By HARRIET RAMOS
Subway owners Tim and Cyndi Pitman are making plans to reopen for the fall semester.
Subway has been closed since March 13, 2020, due to the COVID-19 pandemic. Dallas College officials have not made any formal announcements about the fall semester yet, but if the campus is back to mainly in-person classes, the Pitmans say they are ready to reopen.
“Come fall, we’re ready to go gangbusters,” Tim said in a phone interview.
Their first priority will be to hire new employees. Cyndi said most of their employees have moved on.
She said they will also need to update their menu and get the new employees up to speed on sandwich making before the semester starts Aug. 23.
When the Pitmans left campus last March, they were only planning on a short closure. They had a freezer and refrigerator full of food they had just ordered, 12 cases of chips and sodas to refill the drink machines.
Tim said everything leftover was a total loss. Even the non-perishable items have expired, and their insurance won’t cover losses related to a pandemic.
In spite of the business losses, Cyndi said personally they’ve weathered the storm well.
They spent the entire pandemic in isolation at home, even refraining from celebrating the holidays with their three grown children and one grandchild.
They’ve been living off of retirement and Social Security income and finding plenty to do at home.
Cyndi said they have been working out, rewriting the Subway employee manual and watching television, something they normally don’t have time for.

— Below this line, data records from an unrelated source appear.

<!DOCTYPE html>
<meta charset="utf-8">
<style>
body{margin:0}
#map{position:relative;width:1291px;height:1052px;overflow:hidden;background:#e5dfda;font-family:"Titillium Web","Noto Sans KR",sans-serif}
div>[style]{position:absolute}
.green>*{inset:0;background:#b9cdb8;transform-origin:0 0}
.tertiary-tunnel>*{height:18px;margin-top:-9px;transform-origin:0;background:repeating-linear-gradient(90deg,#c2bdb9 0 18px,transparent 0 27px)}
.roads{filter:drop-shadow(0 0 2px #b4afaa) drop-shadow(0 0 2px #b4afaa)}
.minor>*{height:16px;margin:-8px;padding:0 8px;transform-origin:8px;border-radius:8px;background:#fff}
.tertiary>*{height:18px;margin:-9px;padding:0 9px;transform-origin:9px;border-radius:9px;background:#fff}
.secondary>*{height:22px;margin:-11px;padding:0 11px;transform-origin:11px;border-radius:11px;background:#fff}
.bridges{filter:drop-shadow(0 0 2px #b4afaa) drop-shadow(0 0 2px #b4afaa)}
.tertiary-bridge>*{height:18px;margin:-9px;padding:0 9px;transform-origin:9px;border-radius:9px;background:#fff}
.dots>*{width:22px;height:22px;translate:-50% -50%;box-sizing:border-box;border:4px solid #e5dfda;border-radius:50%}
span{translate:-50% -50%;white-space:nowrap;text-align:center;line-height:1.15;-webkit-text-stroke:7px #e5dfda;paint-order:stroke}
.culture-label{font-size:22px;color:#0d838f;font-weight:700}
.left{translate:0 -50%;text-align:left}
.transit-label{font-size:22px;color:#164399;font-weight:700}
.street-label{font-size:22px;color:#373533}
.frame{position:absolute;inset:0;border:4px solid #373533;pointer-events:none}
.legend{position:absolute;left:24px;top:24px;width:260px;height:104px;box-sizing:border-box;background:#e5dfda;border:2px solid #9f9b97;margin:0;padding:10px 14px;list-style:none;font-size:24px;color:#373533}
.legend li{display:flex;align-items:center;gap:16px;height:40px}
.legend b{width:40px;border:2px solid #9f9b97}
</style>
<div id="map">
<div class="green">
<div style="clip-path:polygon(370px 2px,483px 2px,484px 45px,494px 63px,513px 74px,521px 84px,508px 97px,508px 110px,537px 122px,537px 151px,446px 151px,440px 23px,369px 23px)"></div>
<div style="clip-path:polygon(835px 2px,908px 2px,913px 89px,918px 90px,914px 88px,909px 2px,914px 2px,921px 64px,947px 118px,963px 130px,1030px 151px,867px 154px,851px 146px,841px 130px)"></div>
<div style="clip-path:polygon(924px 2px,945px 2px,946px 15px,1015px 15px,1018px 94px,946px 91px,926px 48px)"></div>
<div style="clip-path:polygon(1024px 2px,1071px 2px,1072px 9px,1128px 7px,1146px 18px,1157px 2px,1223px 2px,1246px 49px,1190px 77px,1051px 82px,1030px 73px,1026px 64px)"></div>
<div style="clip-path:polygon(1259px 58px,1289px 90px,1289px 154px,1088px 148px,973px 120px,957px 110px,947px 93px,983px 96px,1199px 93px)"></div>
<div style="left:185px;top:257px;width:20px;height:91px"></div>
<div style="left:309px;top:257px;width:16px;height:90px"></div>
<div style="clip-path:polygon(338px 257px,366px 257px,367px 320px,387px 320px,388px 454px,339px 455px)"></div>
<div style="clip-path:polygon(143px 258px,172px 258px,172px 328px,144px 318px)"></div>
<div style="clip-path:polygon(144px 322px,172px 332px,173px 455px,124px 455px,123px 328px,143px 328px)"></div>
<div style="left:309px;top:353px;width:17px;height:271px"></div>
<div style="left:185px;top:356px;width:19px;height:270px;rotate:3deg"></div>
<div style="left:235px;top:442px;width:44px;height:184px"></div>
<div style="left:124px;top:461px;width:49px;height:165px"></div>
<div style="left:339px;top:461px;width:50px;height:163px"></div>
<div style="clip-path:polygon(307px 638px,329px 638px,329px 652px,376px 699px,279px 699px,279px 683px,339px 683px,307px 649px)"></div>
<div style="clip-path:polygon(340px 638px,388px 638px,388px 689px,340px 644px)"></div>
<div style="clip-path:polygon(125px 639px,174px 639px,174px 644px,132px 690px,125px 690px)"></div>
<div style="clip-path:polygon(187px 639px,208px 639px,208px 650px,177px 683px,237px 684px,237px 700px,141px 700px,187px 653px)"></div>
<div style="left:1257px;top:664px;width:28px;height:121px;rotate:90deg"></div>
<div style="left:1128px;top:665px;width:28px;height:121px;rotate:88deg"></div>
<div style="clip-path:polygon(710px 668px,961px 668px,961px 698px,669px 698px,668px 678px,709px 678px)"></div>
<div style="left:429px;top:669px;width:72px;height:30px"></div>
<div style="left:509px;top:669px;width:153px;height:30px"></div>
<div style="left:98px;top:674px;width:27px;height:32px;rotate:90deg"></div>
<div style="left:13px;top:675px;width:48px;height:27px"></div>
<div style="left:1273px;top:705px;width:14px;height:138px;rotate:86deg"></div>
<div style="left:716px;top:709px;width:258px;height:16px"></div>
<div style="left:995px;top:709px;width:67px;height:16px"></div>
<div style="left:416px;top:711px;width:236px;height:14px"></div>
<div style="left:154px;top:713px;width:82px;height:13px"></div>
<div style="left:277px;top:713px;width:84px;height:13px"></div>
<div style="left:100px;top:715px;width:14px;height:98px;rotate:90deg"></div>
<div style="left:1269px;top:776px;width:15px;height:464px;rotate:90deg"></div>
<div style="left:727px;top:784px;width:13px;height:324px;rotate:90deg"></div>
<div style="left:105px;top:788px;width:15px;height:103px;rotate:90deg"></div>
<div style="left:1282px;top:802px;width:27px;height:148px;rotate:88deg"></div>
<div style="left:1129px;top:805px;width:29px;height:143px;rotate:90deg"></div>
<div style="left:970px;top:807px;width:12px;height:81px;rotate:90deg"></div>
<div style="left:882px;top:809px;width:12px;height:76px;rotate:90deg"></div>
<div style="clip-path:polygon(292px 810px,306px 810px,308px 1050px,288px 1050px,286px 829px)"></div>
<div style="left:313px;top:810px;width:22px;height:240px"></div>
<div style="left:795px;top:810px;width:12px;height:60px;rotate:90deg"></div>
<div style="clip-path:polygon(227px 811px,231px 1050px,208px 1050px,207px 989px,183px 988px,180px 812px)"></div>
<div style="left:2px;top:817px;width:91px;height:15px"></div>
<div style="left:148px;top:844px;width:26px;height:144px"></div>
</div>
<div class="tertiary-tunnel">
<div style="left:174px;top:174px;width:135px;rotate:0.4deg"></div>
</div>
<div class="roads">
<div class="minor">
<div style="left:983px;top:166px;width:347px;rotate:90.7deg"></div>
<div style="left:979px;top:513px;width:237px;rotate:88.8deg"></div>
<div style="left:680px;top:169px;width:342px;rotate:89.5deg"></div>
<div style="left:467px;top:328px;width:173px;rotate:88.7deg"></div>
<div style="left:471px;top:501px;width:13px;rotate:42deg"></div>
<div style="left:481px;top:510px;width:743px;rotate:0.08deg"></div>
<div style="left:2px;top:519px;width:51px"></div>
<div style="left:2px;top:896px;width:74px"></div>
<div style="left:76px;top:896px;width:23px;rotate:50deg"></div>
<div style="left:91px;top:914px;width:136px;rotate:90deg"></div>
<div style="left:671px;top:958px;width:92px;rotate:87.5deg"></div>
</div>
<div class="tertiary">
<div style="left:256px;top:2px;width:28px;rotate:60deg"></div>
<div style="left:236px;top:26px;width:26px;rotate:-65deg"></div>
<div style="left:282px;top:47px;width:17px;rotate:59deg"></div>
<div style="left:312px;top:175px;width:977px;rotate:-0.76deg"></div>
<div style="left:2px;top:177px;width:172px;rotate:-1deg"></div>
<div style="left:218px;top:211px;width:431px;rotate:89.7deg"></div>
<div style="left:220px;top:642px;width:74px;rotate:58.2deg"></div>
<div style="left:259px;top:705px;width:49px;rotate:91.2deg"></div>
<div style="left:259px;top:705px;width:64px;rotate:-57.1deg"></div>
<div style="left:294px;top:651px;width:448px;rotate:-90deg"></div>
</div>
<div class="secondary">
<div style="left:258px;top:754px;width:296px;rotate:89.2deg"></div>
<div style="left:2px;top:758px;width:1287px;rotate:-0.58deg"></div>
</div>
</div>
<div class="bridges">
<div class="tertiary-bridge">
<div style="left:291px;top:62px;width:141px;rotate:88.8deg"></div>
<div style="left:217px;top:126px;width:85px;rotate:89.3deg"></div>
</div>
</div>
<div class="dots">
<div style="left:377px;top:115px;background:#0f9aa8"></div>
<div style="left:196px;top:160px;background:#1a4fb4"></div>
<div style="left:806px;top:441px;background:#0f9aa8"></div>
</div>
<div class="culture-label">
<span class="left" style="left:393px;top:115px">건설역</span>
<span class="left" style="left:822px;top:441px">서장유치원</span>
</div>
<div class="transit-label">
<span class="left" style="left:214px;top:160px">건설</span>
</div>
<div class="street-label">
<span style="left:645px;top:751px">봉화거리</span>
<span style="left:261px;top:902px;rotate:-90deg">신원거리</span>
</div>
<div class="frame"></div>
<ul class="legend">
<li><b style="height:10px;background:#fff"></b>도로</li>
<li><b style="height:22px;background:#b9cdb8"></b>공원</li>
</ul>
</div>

“When you own a restaurant, it’s very hectic,” she said. “There’s a lot going on all the time, so it took a little adjusting to not have that kind of schedule.”
The Pitmans previously owned four Subways, but now they are down to just the one at Eastfield. They took it over in March 2008.
The Pitmans finished the second round of the Pfizer-BioNTech COVID-19 vaccine in early February and said they are ready to start venturing out again. Six days after receiving their second dose they ate at Pier 101, a seafood restaurant in Rockwall. It was their first time to eat out since last March.
Now they are looking forward to coming back to Eastfield.
“We miss everybody there,” Cyndi said. “I miss seeing the people up in the business office. I miss seeing our regular customers and we miss our students that were employees. . . . We’ll be back. We’re not gone.”